• What you have to do: Among the entries below, find all lines that include "Drive" and copy them.

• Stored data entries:
-------

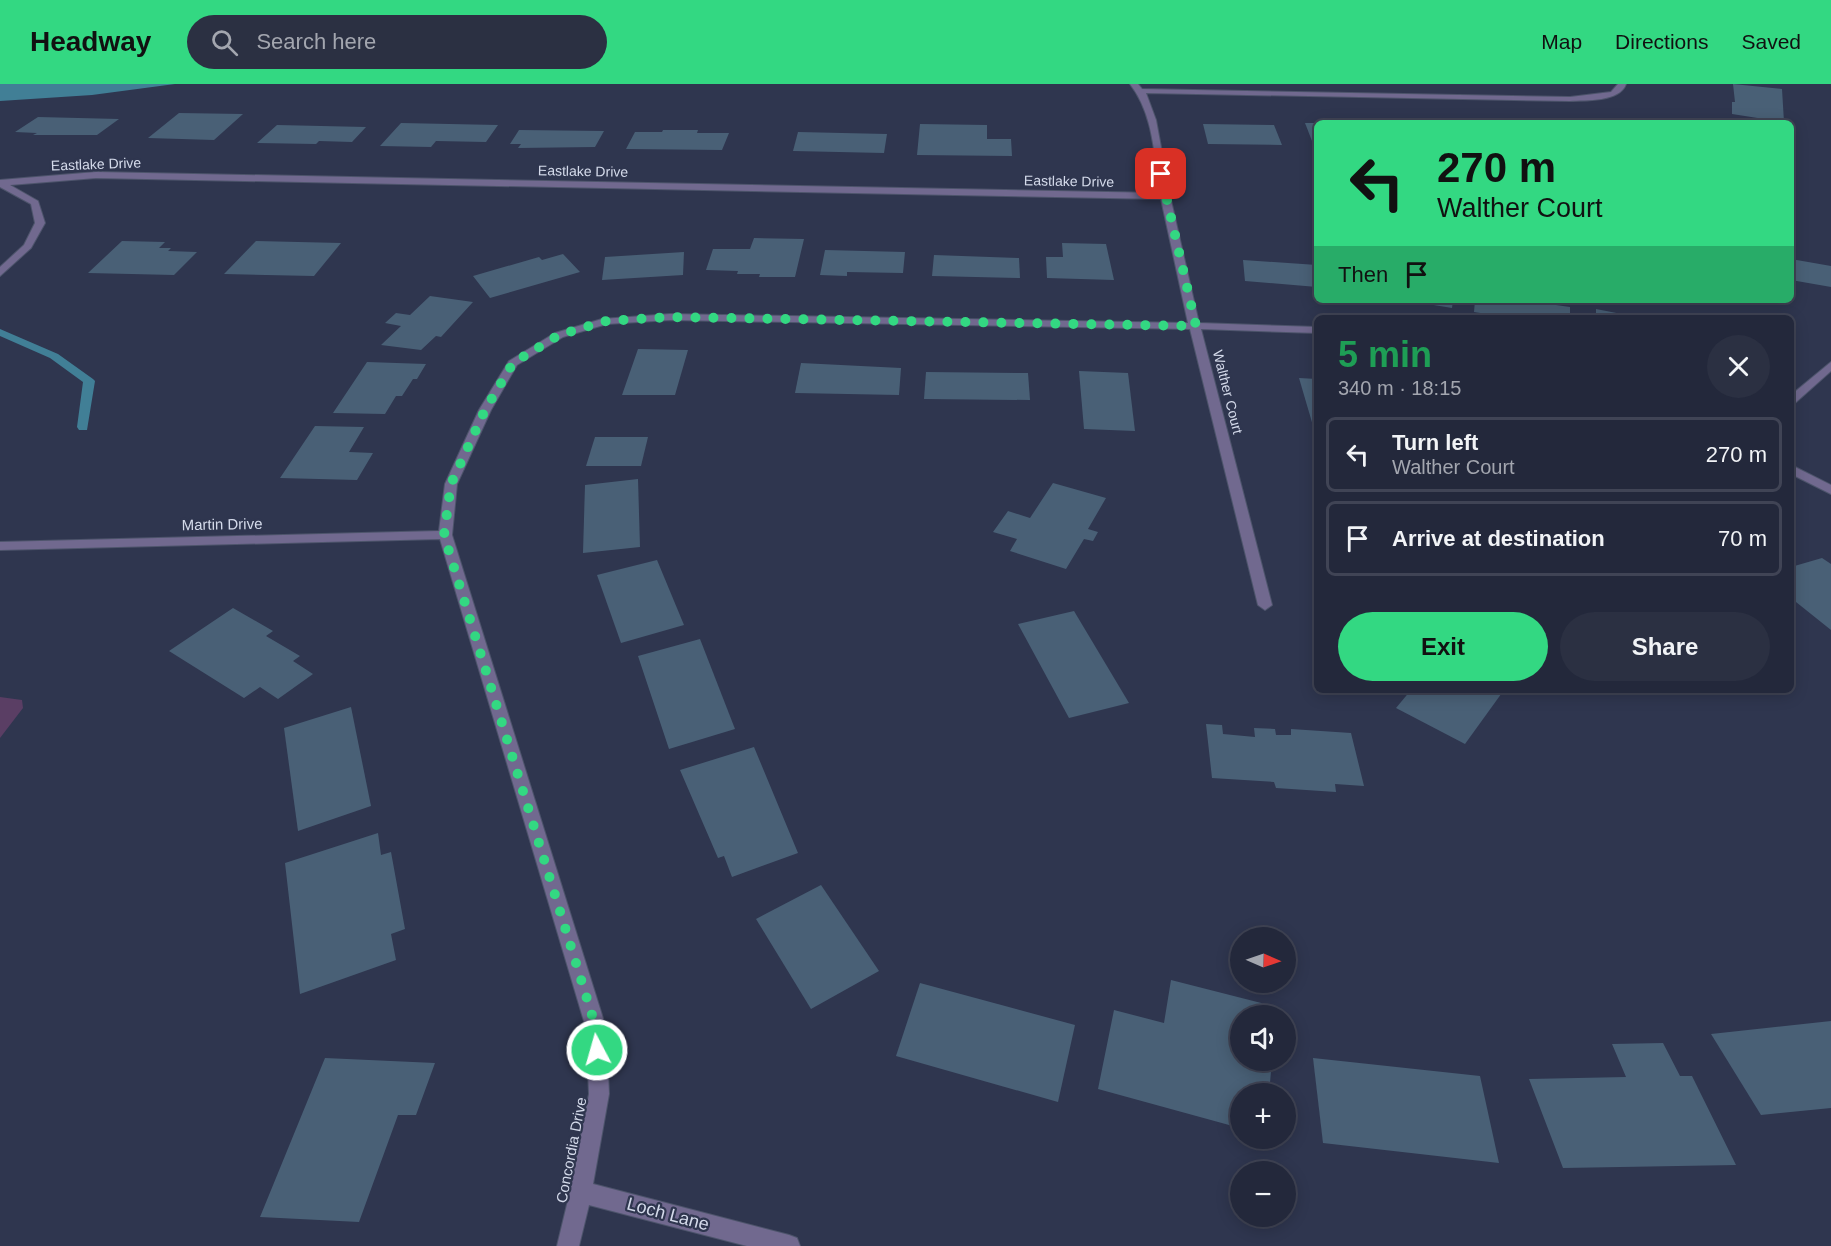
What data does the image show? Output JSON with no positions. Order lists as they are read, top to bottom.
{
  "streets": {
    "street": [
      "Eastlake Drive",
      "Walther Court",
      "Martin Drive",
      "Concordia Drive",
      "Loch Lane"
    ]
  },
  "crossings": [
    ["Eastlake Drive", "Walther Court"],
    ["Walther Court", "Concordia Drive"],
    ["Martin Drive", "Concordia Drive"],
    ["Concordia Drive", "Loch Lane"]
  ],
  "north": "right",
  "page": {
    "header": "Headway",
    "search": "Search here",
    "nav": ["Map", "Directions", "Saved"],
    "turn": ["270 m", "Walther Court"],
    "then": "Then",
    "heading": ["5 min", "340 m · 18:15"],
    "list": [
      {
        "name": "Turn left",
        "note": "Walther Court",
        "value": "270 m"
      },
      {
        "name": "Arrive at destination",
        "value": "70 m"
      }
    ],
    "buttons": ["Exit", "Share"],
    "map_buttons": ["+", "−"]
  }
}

-------

• Exercise result:
      "Eastlake Drive",
      "Martin Drive",
      "Concordia Drive",
    ["Eastlake Drive", "Walther Court"],
    ["Walther Court", "Concordia Drive"],
    ["Martin Drive", "Concordia Drive"],
    ["Concordia Drive", "Loch Lane"]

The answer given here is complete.